# Campbell buildings



## MrDuane (Oct 21, 2011)

Hi,

I've done a search on Campbell stuff, and not really seeing anything, sooo. I'm wanting that kind of country, rural, oldish look. I've not bought anything yet, but I see E-bay mentioned alot. 

Do most people buy kits from the local hobby shop, ebay, is ebay new or used both? I'm an old geezer, and not an ebayer type. I still tend to think, go to store, buy what i want. ^_^.


----------



## sstlaure (Oct 12, 2010)

If you've got a local shop, they may match prices. I try to support the local shops whenever possible. I also order from www.Walthers.com and www.trainworldonline.com a fair bit.


----------



## MrDuane (Oct 21, 2011)

thanks, I'd prefer the LHS , but not sure why stuff is on ebay new. I thought it was only used stuff. 
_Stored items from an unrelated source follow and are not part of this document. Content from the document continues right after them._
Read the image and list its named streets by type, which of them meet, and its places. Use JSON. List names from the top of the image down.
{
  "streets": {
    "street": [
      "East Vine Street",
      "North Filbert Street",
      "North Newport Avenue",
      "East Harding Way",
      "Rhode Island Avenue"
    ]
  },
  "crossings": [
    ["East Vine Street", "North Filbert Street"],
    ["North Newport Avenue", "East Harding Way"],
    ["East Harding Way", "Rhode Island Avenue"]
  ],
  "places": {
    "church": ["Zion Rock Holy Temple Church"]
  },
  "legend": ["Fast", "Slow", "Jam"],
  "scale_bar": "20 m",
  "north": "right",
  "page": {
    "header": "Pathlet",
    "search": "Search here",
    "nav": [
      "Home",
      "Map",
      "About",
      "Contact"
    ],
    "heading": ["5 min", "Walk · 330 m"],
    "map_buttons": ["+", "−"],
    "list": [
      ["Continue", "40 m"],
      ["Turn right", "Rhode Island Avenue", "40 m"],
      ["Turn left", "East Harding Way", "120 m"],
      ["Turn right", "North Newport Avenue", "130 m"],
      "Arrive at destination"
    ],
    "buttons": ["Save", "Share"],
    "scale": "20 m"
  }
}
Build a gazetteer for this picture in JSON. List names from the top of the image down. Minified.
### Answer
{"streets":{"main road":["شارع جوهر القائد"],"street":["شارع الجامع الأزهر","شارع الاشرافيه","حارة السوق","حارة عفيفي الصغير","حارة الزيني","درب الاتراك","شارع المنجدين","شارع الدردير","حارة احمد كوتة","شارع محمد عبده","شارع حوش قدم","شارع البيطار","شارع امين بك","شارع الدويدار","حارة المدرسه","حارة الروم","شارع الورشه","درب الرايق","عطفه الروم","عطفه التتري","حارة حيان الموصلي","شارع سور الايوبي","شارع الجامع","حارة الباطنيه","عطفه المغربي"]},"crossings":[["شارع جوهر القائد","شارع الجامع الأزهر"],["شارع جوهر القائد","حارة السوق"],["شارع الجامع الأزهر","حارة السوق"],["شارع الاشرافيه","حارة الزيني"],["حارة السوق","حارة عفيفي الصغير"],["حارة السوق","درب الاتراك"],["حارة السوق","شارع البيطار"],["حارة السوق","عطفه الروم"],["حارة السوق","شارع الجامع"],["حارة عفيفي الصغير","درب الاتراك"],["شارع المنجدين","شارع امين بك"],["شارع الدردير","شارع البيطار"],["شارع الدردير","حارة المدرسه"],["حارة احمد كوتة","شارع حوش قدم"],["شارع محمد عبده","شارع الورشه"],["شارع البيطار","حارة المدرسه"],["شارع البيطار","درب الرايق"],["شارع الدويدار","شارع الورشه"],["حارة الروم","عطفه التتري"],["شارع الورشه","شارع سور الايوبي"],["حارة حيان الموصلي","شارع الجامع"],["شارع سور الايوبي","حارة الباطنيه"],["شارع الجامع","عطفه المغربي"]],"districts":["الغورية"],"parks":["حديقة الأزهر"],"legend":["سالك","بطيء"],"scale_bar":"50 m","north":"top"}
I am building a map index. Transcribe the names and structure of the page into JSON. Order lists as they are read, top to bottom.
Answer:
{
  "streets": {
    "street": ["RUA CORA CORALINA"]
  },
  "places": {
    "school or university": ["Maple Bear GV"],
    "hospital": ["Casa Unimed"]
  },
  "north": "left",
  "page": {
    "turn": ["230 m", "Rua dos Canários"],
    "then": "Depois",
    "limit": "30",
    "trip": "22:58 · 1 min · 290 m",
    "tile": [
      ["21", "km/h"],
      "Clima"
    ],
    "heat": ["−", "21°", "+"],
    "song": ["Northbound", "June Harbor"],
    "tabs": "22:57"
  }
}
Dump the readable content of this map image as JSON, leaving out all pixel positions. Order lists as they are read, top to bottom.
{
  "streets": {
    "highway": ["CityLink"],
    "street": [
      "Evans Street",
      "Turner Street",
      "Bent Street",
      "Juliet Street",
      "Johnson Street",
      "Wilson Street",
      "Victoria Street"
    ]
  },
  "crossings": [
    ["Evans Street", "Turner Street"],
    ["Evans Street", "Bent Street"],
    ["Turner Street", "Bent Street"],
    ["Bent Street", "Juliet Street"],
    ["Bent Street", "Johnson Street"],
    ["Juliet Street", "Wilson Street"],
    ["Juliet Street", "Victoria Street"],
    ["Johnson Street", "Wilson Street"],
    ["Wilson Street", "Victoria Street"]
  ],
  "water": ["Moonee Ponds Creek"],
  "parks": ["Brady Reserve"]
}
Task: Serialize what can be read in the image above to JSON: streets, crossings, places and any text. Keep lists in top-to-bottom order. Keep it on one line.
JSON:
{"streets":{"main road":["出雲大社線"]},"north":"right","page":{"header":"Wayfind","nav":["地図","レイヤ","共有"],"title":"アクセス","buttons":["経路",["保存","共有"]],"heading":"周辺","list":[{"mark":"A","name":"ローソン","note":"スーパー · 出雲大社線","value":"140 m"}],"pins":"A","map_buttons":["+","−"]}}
do you know is Campbell stuff good assembled, or will I need to dull the plastic type look down.


----------



## sstlaure (Oct 12, 2010)

Many people start up retail businesses via ebay (mostly direct drop-ship type stuff from the manufacturer) It provides a sales outlet with little overhead costs. I think it's good (at times) and is helpful in determining a fair price for things you may want to buy/sell. I haven't bought too much stuff, but most of my experiences have been positive (I've bought a ton of ski gear on it - all with good luck.)


----------



## Massey (Apr 16, 2011)

I would like to start a train related hobby store but each distributor I have contacted about setting up an account will not set up a wholesale account for a non brick and mortar store, nor will they ship to a non B&M address. So starting an E-bay store out of my shed is out of the question right now. Once I have some capitol saved up and I am able to rent said building then I will have the ability to get the wholesale accounts and actually make a few $$$ on E-bay or from walk ins. I cant see selling items on E-bay when I have to start the prices out at or near retail.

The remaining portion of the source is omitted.